What to work on — From the records below, print exactly the lines starting at the one containing "display:grid; place-items:center; width:42px;" and ending at the one containing "padding:5px; border-radius:50%; background:var(--accent);", ends included, and nothing else.

Record extracts —
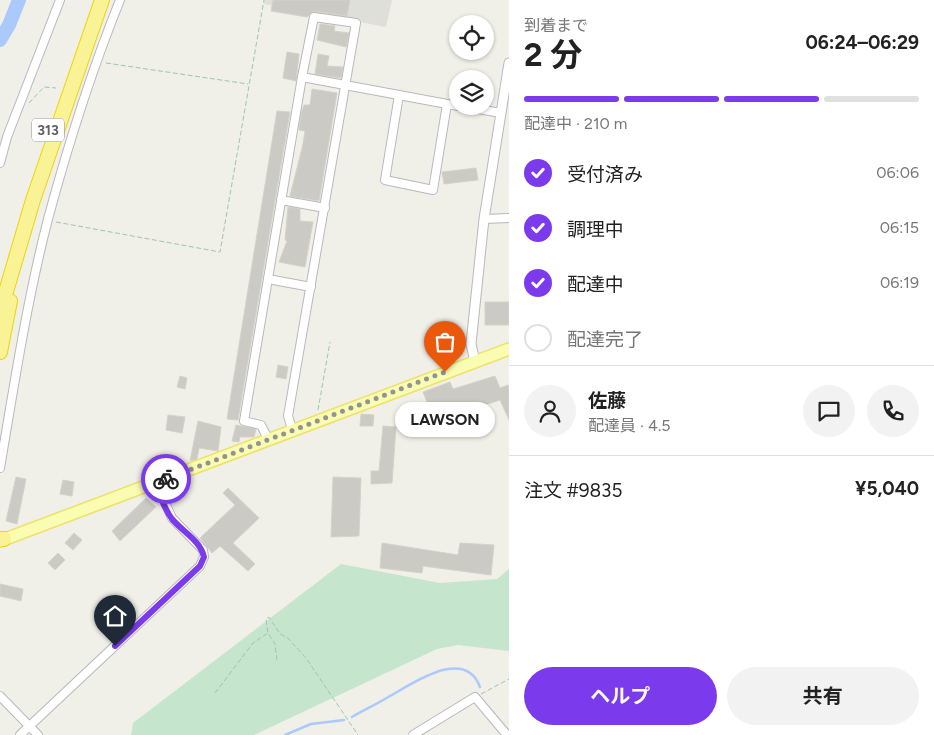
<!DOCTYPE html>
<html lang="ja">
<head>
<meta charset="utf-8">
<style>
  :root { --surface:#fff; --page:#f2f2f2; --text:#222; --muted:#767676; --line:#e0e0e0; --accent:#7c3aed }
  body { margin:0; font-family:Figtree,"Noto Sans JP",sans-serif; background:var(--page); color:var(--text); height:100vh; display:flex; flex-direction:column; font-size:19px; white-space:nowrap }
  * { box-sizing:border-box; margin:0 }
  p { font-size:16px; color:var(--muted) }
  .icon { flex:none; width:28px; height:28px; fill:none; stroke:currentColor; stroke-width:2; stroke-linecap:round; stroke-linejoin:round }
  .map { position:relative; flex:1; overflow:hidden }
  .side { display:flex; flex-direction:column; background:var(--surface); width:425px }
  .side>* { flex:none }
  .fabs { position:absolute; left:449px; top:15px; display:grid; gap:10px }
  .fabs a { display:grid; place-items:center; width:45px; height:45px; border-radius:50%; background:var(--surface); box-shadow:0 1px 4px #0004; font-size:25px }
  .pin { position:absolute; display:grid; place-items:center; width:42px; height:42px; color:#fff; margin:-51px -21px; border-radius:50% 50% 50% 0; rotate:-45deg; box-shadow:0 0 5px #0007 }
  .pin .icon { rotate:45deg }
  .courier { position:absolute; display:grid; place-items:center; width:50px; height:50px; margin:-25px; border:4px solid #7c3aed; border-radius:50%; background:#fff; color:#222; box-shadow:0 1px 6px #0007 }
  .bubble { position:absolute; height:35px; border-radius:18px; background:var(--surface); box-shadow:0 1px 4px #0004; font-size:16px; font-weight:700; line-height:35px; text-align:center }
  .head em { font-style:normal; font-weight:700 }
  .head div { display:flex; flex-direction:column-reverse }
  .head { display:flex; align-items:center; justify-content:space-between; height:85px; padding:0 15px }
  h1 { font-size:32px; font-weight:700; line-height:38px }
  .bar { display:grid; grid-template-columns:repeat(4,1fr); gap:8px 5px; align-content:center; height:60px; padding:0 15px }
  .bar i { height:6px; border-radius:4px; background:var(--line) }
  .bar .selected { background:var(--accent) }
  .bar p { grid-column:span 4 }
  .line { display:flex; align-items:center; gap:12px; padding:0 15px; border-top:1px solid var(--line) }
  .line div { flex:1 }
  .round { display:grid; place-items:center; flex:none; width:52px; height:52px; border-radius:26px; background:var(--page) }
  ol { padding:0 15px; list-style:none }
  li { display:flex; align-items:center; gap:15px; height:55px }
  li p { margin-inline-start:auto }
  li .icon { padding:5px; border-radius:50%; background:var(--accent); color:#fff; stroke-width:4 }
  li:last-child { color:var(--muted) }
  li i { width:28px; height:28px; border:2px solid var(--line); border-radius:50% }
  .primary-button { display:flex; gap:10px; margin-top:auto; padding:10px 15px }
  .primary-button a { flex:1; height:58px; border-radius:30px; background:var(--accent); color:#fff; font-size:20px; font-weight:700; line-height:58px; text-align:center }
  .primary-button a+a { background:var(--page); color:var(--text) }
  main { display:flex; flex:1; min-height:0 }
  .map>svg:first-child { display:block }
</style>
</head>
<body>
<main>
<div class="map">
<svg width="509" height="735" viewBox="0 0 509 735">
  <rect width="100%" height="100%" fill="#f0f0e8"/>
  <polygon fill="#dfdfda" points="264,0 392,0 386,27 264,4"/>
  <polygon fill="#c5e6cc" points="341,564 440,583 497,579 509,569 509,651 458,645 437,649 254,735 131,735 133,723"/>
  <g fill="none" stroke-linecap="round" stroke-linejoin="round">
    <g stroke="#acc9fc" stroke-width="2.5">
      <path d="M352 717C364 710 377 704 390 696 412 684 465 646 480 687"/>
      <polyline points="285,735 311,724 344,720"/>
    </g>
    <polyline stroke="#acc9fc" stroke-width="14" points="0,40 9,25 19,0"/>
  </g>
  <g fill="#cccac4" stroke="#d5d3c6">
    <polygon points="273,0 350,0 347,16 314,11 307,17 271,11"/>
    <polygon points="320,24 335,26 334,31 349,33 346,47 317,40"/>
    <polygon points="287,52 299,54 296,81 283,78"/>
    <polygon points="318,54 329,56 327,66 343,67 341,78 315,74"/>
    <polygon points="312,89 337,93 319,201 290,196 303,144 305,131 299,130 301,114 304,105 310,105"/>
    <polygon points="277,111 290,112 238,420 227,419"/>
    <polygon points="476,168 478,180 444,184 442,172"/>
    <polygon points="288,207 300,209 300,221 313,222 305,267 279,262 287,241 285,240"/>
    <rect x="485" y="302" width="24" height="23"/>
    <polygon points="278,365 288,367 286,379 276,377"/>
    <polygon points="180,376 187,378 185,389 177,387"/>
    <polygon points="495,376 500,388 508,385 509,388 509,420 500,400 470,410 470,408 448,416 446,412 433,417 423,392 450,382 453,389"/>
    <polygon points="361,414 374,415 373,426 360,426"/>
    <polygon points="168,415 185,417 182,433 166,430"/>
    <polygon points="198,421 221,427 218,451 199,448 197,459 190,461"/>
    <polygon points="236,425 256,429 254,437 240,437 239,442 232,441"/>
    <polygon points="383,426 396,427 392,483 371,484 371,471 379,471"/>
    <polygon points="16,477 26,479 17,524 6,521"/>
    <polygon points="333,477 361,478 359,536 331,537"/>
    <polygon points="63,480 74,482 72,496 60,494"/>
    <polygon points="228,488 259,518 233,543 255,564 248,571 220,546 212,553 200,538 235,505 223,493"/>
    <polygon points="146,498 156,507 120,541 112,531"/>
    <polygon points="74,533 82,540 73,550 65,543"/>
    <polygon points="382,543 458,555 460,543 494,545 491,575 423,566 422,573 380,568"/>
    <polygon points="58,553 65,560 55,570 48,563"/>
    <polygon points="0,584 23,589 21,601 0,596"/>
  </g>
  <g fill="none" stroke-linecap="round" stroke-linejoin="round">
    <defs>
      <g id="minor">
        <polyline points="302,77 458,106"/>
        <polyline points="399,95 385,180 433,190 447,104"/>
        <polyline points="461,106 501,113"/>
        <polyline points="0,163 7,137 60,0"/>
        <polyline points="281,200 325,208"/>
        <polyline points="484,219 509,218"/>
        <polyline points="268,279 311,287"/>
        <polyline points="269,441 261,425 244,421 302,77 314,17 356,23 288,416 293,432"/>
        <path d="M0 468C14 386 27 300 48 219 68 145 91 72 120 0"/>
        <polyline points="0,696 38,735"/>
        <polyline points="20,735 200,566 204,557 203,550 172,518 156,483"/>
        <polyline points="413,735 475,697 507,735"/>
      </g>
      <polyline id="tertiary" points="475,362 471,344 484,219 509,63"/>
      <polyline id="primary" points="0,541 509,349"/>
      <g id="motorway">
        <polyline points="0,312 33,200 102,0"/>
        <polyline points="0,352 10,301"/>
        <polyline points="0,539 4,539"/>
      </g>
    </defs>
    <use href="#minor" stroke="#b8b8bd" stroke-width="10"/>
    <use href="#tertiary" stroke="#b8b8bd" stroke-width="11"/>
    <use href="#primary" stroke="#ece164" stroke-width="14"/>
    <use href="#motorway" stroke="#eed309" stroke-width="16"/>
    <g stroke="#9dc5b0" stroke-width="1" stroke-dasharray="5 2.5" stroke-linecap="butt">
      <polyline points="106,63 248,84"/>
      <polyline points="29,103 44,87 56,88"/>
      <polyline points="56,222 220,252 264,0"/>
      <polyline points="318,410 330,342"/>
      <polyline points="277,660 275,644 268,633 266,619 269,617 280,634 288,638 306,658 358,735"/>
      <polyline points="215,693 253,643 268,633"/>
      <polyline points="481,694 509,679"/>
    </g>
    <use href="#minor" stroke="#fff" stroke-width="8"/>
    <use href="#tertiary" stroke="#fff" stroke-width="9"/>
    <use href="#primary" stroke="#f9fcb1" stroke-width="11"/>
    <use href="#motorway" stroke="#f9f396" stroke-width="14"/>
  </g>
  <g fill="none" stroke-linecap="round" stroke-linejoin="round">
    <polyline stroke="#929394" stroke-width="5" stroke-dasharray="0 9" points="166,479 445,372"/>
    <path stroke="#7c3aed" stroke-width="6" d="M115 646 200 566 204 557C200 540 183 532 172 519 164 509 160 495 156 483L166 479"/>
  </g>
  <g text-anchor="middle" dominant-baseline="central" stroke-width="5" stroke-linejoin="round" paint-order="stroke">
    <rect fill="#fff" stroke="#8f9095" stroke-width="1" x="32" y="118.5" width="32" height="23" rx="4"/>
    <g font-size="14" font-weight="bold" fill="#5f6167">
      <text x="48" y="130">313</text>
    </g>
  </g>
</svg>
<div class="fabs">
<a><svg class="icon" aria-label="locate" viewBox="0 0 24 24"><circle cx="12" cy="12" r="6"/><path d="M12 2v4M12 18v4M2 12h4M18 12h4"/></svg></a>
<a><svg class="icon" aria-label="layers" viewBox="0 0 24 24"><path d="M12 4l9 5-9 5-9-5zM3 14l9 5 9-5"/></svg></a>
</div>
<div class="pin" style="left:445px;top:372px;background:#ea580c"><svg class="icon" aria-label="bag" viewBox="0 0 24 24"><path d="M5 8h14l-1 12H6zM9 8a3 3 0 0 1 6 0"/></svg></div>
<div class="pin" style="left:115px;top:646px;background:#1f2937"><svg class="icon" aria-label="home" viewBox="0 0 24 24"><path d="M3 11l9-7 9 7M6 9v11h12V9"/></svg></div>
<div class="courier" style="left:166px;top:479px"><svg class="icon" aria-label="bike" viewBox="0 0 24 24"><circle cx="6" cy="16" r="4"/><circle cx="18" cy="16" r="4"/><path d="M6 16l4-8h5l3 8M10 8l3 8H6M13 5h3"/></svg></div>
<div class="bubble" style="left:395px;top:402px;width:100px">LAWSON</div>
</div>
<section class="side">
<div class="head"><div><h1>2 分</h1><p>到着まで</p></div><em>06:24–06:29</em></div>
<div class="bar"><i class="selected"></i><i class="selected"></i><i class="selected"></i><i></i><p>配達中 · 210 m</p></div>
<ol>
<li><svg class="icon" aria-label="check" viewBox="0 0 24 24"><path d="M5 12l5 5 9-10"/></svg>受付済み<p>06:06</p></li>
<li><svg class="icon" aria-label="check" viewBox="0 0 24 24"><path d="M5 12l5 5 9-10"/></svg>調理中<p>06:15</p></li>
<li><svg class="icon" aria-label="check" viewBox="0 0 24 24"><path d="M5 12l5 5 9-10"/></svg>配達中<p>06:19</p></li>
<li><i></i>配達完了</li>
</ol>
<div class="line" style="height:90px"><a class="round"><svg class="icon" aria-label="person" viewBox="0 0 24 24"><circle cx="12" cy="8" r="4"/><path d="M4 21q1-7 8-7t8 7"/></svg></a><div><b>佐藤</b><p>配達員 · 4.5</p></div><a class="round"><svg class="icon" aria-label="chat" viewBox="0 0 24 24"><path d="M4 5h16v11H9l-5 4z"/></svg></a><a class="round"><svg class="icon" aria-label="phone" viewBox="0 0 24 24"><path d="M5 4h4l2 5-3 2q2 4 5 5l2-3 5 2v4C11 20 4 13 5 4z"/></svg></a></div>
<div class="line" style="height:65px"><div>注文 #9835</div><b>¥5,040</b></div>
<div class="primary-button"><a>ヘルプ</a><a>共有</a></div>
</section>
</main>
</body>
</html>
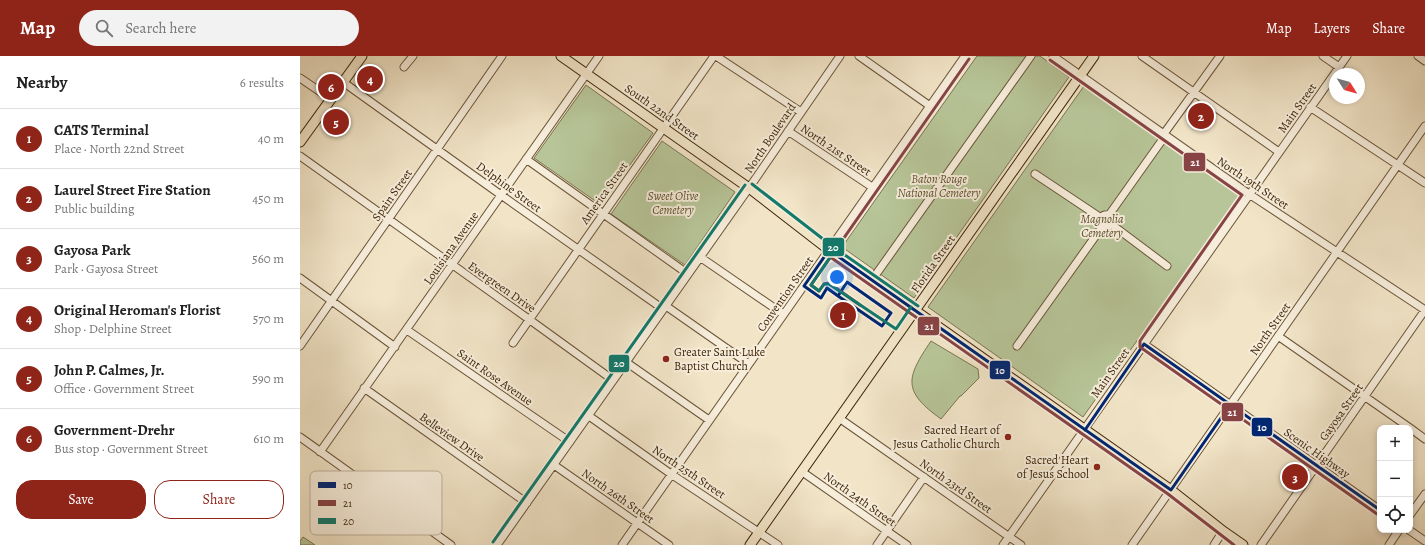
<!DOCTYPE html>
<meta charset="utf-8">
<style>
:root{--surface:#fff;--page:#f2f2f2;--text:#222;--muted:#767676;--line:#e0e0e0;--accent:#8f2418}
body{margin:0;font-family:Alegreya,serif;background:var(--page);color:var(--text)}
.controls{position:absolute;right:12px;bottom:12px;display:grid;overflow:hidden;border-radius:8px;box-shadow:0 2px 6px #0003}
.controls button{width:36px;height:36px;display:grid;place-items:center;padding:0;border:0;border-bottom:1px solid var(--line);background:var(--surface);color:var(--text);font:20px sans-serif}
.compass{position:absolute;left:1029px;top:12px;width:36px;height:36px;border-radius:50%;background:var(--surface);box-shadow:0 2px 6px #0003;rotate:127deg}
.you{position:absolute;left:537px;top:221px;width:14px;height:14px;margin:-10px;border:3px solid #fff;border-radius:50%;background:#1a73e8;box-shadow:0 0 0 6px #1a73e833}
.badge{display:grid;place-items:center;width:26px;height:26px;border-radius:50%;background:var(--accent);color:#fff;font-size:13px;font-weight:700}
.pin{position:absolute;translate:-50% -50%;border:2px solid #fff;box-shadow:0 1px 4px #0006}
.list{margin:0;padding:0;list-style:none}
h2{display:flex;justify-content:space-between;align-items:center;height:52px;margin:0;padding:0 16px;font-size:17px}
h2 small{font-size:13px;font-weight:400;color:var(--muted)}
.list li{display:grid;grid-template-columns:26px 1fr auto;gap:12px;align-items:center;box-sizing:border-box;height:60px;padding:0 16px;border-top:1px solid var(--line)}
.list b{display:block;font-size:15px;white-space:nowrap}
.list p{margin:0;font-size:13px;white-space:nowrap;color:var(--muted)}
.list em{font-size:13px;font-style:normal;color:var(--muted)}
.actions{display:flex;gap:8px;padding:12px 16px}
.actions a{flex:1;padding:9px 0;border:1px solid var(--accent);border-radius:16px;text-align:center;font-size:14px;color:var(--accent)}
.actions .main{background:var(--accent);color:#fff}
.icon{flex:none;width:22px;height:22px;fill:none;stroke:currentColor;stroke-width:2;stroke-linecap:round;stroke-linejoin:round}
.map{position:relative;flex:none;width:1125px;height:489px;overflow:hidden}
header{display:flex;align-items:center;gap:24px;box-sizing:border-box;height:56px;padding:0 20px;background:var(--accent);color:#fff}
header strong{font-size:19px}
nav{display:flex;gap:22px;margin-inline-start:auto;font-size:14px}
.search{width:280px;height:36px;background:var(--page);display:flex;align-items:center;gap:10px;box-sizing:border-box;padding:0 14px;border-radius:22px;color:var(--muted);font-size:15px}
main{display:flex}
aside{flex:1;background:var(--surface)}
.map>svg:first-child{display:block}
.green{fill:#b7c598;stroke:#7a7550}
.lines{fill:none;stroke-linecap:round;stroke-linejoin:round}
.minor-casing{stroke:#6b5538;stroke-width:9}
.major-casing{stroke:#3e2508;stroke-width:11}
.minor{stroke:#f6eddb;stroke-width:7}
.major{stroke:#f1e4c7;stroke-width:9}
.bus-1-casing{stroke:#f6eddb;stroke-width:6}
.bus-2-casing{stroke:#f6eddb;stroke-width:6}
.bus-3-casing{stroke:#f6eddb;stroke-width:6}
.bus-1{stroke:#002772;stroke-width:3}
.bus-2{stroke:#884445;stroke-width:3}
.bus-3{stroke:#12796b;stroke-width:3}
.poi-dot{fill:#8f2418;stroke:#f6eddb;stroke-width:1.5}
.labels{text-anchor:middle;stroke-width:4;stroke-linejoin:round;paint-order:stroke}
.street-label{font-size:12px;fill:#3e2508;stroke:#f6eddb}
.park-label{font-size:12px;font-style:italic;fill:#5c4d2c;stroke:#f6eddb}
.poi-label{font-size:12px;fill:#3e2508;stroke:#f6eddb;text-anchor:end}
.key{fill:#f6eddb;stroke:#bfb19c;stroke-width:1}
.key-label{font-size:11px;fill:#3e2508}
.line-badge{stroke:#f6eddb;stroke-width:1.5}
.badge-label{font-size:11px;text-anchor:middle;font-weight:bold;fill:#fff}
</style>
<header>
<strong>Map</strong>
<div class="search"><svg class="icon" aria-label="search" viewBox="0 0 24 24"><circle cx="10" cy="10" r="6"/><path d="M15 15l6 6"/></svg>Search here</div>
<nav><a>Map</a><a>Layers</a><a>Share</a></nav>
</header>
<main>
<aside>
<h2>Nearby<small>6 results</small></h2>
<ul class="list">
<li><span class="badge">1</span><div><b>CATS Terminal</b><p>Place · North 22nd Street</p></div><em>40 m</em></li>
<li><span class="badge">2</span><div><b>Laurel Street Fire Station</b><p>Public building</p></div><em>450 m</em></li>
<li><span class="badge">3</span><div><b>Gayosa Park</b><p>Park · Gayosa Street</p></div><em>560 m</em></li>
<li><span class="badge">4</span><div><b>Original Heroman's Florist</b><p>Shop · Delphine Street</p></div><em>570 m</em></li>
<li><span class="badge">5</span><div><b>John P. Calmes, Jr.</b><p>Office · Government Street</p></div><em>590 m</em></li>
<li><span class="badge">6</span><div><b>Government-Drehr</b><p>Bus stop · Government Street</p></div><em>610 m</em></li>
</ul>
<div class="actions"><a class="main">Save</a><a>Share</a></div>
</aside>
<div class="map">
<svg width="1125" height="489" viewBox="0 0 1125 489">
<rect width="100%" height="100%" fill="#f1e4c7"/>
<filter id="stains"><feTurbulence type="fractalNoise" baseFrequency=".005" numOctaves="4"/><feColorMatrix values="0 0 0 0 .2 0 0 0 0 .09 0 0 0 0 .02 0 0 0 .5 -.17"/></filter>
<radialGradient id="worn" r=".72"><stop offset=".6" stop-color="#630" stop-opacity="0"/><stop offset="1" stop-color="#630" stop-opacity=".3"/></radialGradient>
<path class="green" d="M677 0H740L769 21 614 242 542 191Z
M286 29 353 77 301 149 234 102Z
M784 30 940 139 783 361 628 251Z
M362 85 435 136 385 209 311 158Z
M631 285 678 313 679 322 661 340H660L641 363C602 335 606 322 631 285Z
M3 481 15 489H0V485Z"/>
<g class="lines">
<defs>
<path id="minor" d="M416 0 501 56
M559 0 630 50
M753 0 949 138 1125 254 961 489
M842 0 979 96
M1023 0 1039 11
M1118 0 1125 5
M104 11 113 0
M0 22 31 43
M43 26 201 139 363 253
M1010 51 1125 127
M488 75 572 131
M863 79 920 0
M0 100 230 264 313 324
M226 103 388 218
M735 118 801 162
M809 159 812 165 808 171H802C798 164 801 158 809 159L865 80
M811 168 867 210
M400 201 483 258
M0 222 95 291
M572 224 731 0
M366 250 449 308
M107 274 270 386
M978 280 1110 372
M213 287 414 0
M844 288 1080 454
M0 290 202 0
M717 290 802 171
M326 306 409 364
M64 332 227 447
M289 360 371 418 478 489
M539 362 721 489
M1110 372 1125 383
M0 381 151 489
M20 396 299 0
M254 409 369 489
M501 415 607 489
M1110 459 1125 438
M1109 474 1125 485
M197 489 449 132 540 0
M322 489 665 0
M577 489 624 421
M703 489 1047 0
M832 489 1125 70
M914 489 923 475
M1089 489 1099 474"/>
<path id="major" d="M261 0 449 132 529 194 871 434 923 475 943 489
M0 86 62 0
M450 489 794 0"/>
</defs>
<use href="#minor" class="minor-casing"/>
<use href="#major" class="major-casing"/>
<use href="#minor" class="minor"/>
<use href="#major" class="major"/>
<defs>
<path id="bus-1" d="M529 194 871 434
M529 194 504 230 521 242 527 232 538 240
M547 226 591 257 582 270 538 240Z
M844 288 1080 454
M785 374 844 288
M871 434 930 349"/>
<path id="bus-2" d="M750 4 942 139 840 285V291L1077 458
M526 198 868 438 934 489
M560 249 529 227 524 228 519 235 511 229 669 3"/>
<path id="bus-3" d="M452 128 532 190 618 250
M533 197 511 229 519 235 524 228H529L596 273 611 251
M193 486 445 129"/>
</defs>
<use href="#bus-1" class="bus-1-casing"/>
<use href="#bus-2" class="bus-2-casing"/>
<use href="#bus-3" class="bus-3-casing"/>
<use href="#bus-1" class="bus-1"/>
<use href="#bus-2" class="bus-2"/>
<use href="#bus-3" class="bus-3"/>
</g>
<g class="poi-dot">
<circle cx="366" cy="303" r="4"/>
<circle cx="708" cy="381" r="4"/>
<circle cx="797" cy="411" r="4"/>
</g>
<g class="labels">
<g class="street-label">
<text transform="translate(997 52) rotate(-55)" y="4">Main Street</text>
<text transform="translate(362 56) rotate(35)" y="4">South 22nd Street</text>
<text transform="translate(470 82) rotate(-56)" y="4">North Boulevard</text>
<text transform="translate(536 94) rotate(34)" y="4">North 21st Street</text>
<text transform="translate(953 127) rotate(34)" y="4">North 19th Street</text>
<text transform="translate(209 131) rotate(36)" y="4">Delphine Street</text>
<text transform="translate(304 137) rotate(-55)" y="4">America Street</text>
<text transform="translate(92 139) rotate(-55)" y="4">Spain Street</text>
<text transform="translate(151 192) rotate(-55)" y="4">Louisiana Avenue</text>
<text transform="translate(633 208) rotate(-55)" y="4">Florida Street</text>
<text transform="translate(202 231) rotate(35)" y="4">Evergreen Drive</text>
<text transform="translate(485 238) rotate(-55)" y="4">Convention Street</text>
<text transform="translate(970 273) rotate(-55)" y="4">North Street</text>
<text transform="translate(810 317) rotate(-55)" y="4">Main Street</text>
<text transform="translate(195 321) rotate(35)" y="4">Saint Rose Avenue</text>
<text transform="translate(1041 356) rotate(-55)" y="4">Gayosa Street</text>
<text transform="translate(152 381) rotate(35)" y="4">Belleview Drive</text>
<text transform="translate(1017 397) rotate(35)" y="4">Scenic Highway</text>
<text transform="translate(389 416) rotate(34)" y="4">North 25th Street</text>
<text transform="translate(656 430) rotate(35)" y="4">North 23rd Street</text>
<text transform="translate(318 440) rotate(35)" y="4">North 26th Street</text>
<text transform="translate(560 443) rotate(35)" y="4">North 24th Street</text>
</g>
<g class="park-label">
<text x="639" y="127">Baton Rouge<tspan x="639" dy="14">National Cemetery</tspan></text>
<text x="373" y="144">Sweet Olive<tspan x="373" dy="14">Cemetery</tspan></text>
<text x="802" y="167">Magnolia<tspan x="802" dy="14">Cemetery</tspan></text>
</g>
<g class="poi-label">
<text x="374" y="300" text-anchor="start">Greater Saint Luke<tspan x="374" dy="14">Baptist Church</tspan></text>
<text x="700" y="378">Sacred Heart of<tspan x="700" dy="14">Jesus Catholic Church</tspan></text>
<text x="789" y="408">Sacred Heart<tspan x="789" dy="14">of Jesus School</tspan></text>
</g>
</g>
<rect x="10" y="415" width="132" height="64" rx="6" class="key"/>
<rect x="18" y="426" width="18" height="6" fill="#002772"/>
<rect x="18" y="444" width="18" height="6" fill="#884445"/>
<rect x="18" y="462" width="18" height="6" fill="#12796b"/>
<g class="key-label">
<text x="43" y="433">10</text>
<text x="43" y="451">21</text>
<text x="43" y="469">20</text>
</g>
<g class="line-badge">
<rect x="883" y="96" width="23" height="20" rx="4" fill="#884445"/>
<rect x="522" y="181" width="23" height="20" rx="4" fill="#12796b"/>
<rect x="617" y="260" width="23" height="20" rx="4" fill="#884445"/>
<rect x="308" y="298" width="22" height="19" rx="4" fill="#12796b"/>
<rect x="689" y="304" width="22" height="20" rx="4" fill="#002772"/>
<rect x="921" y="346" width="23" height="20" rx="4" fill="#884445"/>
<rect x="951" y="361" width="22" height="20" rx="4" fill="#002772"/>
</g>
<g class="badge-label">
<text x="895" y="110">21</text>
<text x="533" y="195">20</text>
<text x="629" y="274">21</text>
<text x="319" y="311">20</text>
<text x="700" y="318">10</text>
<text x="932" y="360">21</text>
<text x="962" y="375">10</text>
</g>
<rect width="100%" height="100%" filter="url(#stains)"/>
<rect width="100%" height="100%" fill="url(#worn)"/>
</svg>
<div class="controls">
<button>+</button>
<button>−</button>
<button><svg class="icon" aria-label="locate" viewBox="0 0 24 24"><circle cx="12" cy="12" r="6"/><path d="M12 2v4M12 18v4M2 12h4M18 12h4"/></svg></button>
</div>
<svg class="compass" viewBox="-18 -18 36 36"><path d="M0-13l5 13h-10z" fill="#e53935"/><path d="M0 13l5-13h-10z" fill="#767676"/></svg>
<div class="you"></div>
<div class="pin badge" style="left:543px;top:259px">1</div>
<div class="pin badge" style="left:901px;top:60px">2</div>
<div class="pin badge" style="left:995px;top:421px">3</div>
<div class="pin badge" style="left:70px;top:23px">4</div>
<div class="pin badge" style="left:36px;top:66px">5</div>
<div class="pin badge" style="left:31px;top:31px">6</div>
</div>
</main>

Task output —
  .pin { position:absolute; display:grid; place-items:center; width:42px; height:42px; color:#fff; margin:-51px -21px; border-radius:50% 50% 50% 0; rotate:-45deg; box-shadow:0 0 5px #0007 }
  .pin .icon { rotate:45deg }
  .courier { position:absolute; display:grid; place-items:center; width:50px; height:50px; margin:-25px; border:4px solid #7c3aed; border-radius:50%; background:#fff; color:#222; box-shadow:0 1px 6px #0007 }
  .bubble { position:absolute; height:35px; border-radius:18px; background:var(--surface); box-shadow:0 1px 4px #0004; font-size:16px; font-weight:700; line-height:35px; text-align:center }
  .head em { font-style:normal; font-weight:700 }
  .head div { display:flex; flex-direction:column-reverse }
  .head { display:flex; align-items:center; justify-content:space-between; height:85px; padding:0 15px }
  h1 { font-size:32px; font-weight:700; line-height:38px }
  .bar { display:grid; grid-template-columns:repeat(4,1fr); gap:8px 5px; align-content:center; height:60px; padding:0 15px }
  .bar i { height:6px; border-radius:4px; background:var(--line) }
  .bar .selected { background:var(--accent) }
  .bar p { grid-column:span 4 }
  .line { display:flex; align-items:center; gap:12px; padding:0 15px; border-top:1px solid var(--line) }
  .line div { flex:1 }
  .round { display:grid; place-items:center; flex:none; width:52px; height:52px; border-radius:26px; background:var(--page) }
  ol { padding:0 15px; list-style:none }
  li { display:flex; align-items:center; gap:15px; height:55px }
  li p { margin-inline-start:auto }
  li .icon { padding:5px; border-radius:50%; background:var(--accent); color:#fff; stroke-width:4 }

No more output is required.